> **WHAT IS BEING ASKED**:
Only a number is required: how many lines of the material contain the word "direction"?

----- TASK INPUT -----

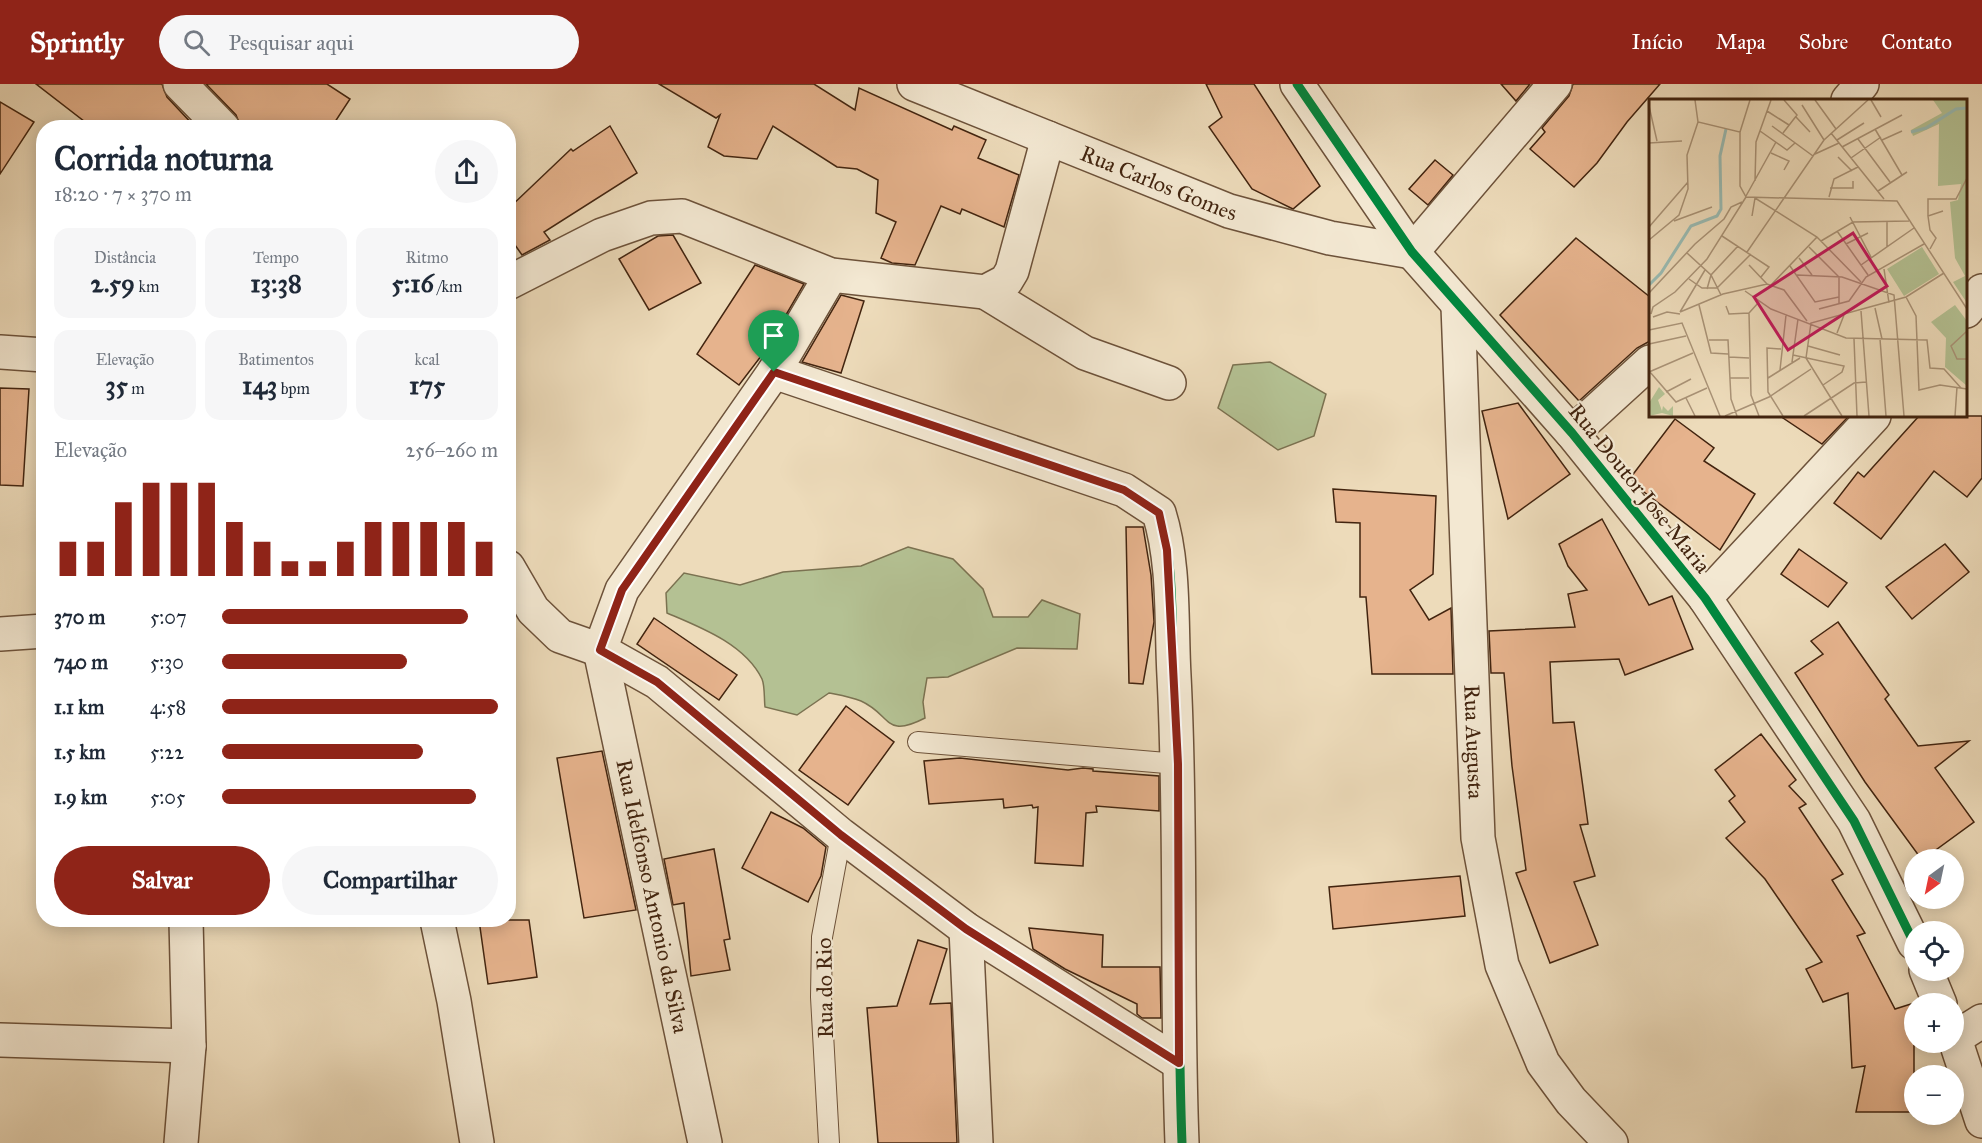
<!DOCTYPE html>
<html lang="pt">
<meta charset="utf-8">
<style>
:root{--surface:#fff;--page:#f6f6f7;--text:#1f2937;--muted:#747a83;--accent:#8f2418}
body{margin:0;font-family:"IM FELL Great Primer",serif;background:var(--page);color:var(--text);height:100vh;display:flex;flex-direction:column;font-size:22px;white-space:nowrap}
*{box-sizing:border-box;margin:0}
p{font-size:20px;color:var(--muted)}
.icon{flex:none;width:33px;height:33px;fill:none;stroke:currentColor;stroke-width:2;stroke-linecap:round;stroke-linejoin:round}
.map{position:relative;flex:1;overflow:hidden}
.details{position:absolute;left:36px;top:36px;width:480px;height:807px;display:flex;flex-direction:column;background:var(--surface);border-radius:24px;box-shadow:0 3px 15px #0003}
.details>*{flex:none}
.needle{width:39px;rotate:213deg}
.controls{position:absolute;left:1904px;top:765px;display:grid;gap:12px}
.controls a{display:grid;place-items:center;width:60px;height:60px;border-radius:50%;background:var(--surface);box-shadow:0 3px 15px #0003;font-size:30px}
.pin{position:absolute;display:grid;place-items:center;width:51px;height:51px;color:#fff;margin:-62px -26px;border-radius:50% 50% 50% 0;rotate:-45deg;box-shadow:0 0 6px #0007}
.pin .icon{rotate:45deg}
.round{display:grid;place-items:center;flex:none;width:63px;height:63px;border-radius:32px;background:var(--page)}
.overview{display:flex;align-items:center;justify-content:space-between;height:102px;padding:0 18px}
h1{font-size:33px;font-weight:700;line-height:45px}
.stats{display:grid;grid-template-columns:repeat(3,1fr);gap:9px;height:102px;padding:6px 18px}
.stats div{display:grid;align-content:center;border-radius:15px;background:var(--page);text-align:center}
.stats b{font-size:26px;font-weight:700}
.stats small{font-size:16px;font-weight:400}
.stats p{font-size:16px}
.chart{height:168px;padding:12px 18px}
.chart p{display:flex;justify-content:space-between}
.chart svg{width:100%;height:108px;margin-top:6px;stroke:var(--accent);stroke-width:6}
.action{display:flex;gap:12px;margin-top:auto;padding:12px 18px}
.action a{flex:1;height:69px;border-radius:36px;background:var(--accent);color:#fff;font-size:24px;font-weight:700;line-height:69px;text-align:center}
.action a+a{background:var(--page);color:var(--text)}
ul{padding:0 18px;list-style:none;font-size:20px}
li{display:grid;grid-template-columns:96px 72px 1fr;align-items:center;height:45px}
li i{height:15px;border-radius:8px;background:var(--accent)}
header{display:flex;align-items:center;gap:36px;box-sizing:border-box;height:84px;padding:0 30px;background:var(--accent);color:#fff}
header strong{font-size:28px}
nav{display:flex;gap:33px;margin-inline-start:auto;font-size:21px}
.search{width:420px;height:54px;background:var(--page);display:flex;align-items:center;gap:15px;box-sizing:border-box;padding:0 21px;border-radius:33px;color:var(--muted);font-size:22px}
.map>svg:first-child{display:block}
.green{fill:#b4c193;stroke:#7b7251;stroke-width:1.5}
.building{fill:#e6b38d;stroke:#42240f;stroke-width:1.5}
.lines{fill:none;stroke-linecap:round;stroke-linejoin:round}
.lane-casing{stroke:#6d523a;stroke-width:22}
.street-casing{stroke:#6d523a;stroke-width:36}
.lane{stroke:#f3e8d2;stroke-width:20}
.street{stroke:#f3e8d2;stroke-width:33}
.cycleway-casing{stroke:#f3e8d2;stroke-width:13}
.cycleway{stroke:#00873e;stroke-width:9}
.route-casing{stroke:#fff;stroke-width:12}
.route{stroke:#8f2418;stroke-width:8}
.labels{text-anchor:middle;stroke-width:4.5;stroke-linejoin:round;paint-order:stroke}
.street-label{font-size:22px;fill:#42240f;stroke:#f3e8d2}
.inset-river{fill:none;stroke:#99bbb3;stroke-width:3}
.inset-road{fill:none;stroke:#a99276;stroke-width:1.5}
.view{fill:#c2185b;fill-opacity:0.15;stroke:#c2185b;stroke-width:3}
.inset-edge{fill:none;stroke:#42240f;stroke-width:3}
</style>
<header>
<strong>Sprintly</strong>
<div class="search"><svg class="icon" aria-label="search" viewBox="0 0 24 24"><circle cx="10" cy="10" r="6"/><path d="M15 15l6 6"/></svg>Pesquisar aqui</div>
<nav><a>Início</a><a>Mapa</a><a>Sobre</a><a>Contato</a></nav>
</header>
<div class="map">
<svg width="1982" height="1059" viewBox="0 0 1982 1059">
<rect width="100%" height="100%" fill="#eddbba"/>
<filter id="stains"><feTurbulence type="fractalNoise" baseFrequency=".00333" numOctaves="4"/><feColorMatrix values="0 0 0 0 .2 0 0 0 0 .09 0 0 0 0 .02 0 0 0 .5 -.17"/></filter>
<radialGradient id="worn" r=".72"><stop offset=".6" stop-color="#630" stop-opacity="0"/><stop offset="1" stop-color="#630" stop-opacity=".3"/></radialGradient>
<g class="green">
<polygon points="1270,278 1326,310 1314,352 1278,366 1218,324 1233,281"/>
<path d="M908,463L953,475L983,505L993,533H1028L1042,516L1080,530L1077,565L1017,564L948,593L927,594L923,618L925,634C884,655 892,631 861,617C851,613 839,611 829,609L797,631L765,623C764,615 765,602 762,595C745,560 700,543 667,529L666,509L684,489L740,501L783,488L861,482Z"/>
</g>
<g class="building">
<polygon points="36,0 162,0 167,13 196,44 93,44"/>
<polygon points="206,0 327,0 350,15 331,44 241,44 236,31"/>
<polygon points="659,0 814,0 855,26 859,4 952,46 954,42 986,56 978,74 1019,91 1004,143 962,125 960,130 941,122 915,181 892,179 881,174 896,138 876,129 878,96 857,85 837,83 773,42 757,75 724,72 708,63 720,31 716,34"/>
<polygon points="1206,0 1254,0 1320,102 1293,125 1252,105 1209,43 1222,33"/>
<polygon points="1501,0 1530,0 1516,17"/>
<polygon points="1573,0 1660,0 1627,38 1597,79 1574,103 1530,65 1545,48 1542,44 1569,12"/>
<polygon points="0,18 34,38 0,90"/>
<polygon points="610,42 637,89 544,148 550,156 522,171 508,151 508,125 571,65 573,67"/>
<polygon points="1435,76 1453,91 1428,121 1409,105"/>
<polygon points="673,151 701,199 649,226 619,175 658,152"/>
<polygon points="1576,154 1650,213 1650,257 1637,264 1579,317 1500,231"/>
<polygon points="755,181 804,200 765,267 739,301 697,270"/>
<polygon points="841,211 864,217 841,289 802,278"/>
<polygon points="0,304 29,305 23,402 0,401"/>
<polygon points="1518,319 1570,390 1508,435 1482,327"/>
<polygon points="1780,332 1849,332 1822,360"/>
<polygon points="1919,332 1982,332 1982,394 1967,413 1934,387 1881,455 1834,419 1858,388 1864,393"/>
<polygon points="1675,335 1714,364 1704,377 1755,410 1720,466 1644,408 1631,393"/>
<polygon points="1333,405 1436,412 1433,490 1410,506 1429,536 1451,524 1453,590 1372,590 1366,513 1360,513 1360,439 1336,438"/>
<polygon points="1602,435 1649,521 1672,512 1693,565 1625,591 1619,575 1550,578 1553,639 1574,638 1588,740 1580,741 1595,792 1574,798 1598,861 1550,879 1516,789 1526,786 1512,682 1504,589 1491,589 1489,547 1575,543 1568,510 1587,506 1568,482 1559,460"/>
<polygon points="1126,443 1143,443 1151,491 1154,538 1143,600 1129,599"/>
<polygon points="1945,460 1969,488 1912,535 1886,503"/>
<polygon points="1799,465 1847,499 1828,523 1781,490"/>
<polygon points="654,534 737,591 719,616 637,560"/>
<polygon points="1838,538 1889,611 1885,615 1918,662 1969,657 1935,684 1974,738 1922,776 1865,698 1795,589 1823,570 1811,557"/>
<polygon points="846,622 894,658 848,721 799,686"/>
<polygon points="1761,650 1796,696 1789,702 1806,720 1799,724 1843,790 1832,796 1865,849 1857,852 1895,925 1914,919 1914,1028 1856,1028 1865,982 1852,984 1848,909 1823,918 1806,885 1822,878 1765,795 1726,754 1745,738 1729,717 1735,712 1715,686"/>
<polygon points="602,667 636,826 584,834 557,674"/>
<polygon points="960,674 1068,686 1083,684 1093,685 1093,687 1159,692 1159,727 1096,722 1097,728 1086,729 1083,782 1035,779 1038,723 1033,724 1032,721 1004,724 1003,715 929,720 924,677"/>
<polygon points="771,728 803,744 826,763 821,792 808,818 742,784"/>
<polygon points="714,765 730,855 724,856 730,886 691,892 684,819 673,821 664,775"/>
<polygon points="1460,792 1465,832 1333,845 1329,803"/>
<polygon points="479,836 529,836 537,893 488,900"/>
<polygon points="1029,844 1103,851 1102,883 1160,883 1161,934 1142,934 1137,930 1137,920 1065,885 1033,865"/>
<polygon points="918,856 947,865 930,920 951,919 957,1059 878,1059 867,924 897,922"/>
</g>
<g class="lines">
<g class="lane-casing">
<g id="lane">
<polyline points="918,658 1178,680"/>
<polyline points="829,1059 821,913 822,853 841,751"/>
</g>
</g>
<g class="street-casing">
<g id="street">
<polyline points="180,0 223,44"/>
<path id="s1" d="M914,0L1229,127L1330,154L1412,168L1555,0"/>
<polyline points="1297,0 1412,168 1572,349 1705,514 1854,737 1914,859"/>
<polyline points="1848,16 1862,0"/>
<polyline points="508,199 602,151 651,134 682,132 831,191 985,208 1006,197 1012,187 1048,54"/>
<polyline points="985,208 1085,269 1169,299"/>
<path id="s2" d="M1458,222L1478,754L1502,881L1543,979L1571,1017L1611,1059"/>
<polyline points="1966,227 1982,207"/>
<polyline points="0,268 44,271"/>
<path d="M774,288L1124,406L1159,429C1175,480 1171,539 1174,592C1182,747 1176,903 1182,1059"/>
<polyline points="1572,349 1650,278"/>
<polyline points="508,483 533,526 560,552 600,566 657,598 841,751 966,845 1179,979"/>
<polyline points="1705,514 1874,332"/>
<polyline points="0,550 44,547"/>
<polyline points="437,836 454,917 477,1059"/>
<polyline points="966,845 976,1059"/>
<polyline points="1926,886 1940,920"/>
<polyline points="1953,949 1982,1037"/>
<polyline points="1955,954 1982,937"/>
<polyline points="0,956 189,962"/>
<polyline points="181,1059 189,962 186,836"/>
<polyline points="705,1059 600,566 622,506 774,288 831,191"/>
</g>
</g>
<use href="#lane" class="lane"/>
<use href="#street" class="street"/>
<g class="cycleway-casing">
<g id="cycleway">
<polyline points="1297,0 1412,168 1572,349 1705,514 1854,737 1914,859"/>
<path d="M774,288L1124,406L1159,429C1175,480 1171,539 1174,592C1182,747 1176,903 1182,1059"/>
</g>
</g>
<use href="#cycleway" class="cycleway"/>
</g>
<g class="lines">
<g class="route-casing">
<polygon id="route" points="774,288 1124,406 1159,429 1167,466 1178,680 1179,979 966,845 841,751 657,598 600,566 622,506"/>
</g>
<use href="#route" class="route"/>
</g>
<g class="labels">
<g class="street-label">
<text dy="8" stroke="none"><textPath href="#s1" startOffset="264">Rua Carlos Gomes</textPath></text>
<text transform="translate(1640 404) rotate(51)" y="8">Rua Doutor Jose Maria</text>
<text dy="8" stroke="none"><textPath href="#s2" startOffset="436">Rua Augusta</textPath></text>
<text transform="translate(653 812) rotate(78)" y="8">Rua Idelfonso Antonio da Silva</text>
<text transform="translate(824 904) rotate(-91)" y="8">Rua do Rio</text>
</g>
</g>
<g transform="translate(1649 15)">
<rect width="318" height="318" fill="#eddbba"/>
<path d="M284,1H318V204L304,183L316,177L306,159L301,103L309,101L312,85L289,87L290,25L264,37L262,31L293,14ZM273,148L290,175L255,197L238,170ZM306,206L318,222V287L296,268L297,239L282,223ZM10,288L16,295L9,301L13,312L14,307L19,312L24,307V317L13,314L0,317V304Z" fill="#b4c193"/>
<path class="inset-river" d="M262,33L277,29L307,10L318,9M0,186L12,174L42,127L68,117L72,110L71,57L77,30"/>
<path class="inset-road" d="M46,1L49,23L91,33V87L97,98M166,1L187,30M222,1L232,18M153,6L175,41M0,7L8,42M118,12L140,26M147,18L161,33M123,27L164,57M226,30L253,76M111,32L138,51L146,44M91,33L101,1M134,34L148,16L135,1M182,34L235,100M209,40L241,83M188,41L215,24M233,41L253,32M0,44L33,42M193,48L253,16M122,54L140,62L135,71M166,55L190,44M189,58L203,72M202,59L232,38M106,82L107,43L122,1M181,89H204V82M229,92L258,73M97,97L127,43M97,98L248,102L318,210M180,98L185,80L209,68M103,117L106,99L168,138L212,183M279,117V100H307L318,79M201,118L222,158M25,122L63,108M238,123V148M0,128L39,83M188,132L219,176M73,137L120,168L112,178M0,141L30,116L39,90L38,56L49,23M172,142L204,123L260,122M197,145L219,134M160,148L190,178V204M281,150L287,139L281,131L279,117L294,112M98,153L175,41L219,1M38,154L62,176L72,196M150,159L163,176M100,166L118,185M212,166L265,129M141,167L166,203L190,198M235,170L240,204M148,176L193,178L245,196L255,317M40,180L53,189H68L102,155M122,186L168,138M58,190L62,176L89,147M96,192L122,210L197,239L278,241L281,269L295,270L312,289M0,194L46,145L75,120L82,108L93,103M257,198L267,217L270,291L291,286L318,290M50,206L62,254L79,255M77,207L80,215L100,214L110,203M226,209L233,240M170,210L200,202L217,178L275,145M212,212L220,317M31,213L74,195L118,185L135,191L158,222M31,213L56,171M100,214L102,296L110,317M2,215L4,208L26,193L58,160L97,98M4,218L18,213L31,215M0,231L33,224L71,317M318,232L302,247L308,260H318M188,234L195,216M205,240L208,317M231,240L237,317M60,241H79L82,300L88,317M0,245L37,237M159,247L191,256M132,250L118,249L119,293L134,317M144,256L195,267L193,273L174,286M80,258L100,259M143,263L149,220M131,271L137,216M0,273L44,254M1,273L27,303L58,289M81,279H100M119,279L151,259M17,293L42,280M37,299L46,317M76,317L120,298L162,270M155,317L205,284L217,283M193,317L157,259L162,224L257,198L295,174M306,317L308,288"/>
<path class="view" d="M204,134L238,187L139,251L105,198Z"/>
<rect width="318" height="318" class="inset-edge"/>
</g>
<rect width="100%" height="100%" filter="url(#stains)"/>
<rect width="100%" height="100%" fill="url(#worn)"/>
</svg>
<div class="controls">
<a><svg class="needle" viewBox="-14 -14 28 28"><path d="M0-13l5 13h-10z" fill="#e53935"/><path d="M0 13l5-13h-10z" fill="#747a83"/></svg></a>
<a><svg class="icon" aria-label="locate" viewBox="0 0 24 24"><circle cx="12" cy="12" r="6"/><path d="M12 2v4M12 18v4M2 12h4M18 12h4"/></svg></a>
<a>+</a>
<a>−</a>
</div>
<div class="pin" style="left:774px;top:288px;background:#1e9e55"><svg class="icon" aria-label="arrive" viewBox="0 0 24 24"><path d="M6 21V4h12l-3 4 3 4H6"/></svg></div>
<section class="details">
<div class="overview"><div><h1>Corrida noturna</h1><p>18:20 · 7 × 370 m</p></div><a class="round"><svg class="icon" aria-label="share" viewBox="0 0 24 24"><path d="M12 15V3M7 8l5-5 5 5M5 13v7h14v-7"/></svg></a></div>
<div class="stats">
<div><p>Distância</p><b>2.59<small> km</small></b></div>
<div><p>Tempo</p><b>13:38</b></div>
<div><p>Ritmo</p><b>5:16<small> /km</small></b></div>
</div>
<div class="stats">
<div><p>Elevação</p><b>35<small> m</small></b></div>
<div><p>Batimentos</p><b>143<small> bpm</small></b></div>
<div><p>kcal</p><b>175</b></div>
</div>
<div class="chart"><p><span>Elevação</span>256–260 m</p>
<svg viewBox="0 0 160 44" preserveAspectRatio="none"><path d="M5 44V30M15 44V30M25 44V14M35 44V6M45 44V6M55 44V6M65 44V22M75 44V30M85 44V38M95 44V38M105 44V30M115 44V22M125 44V22M135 44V22M145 44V22M155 44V30"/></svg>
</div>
<ul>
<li><b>370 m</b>5:07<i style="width:89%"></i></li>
<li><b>740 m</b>5:30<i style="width:67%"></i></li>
<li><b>1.1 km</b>4:58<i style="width:100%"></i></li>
<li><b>1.5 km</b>5:22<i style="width:73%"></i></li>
<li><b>1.9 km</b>5:05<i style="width:92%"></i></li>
</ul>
<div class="action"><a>Salvar</a><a>Compartilhar</a></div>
</section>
</div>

-----

> **WRITTEN ANSWER**:
2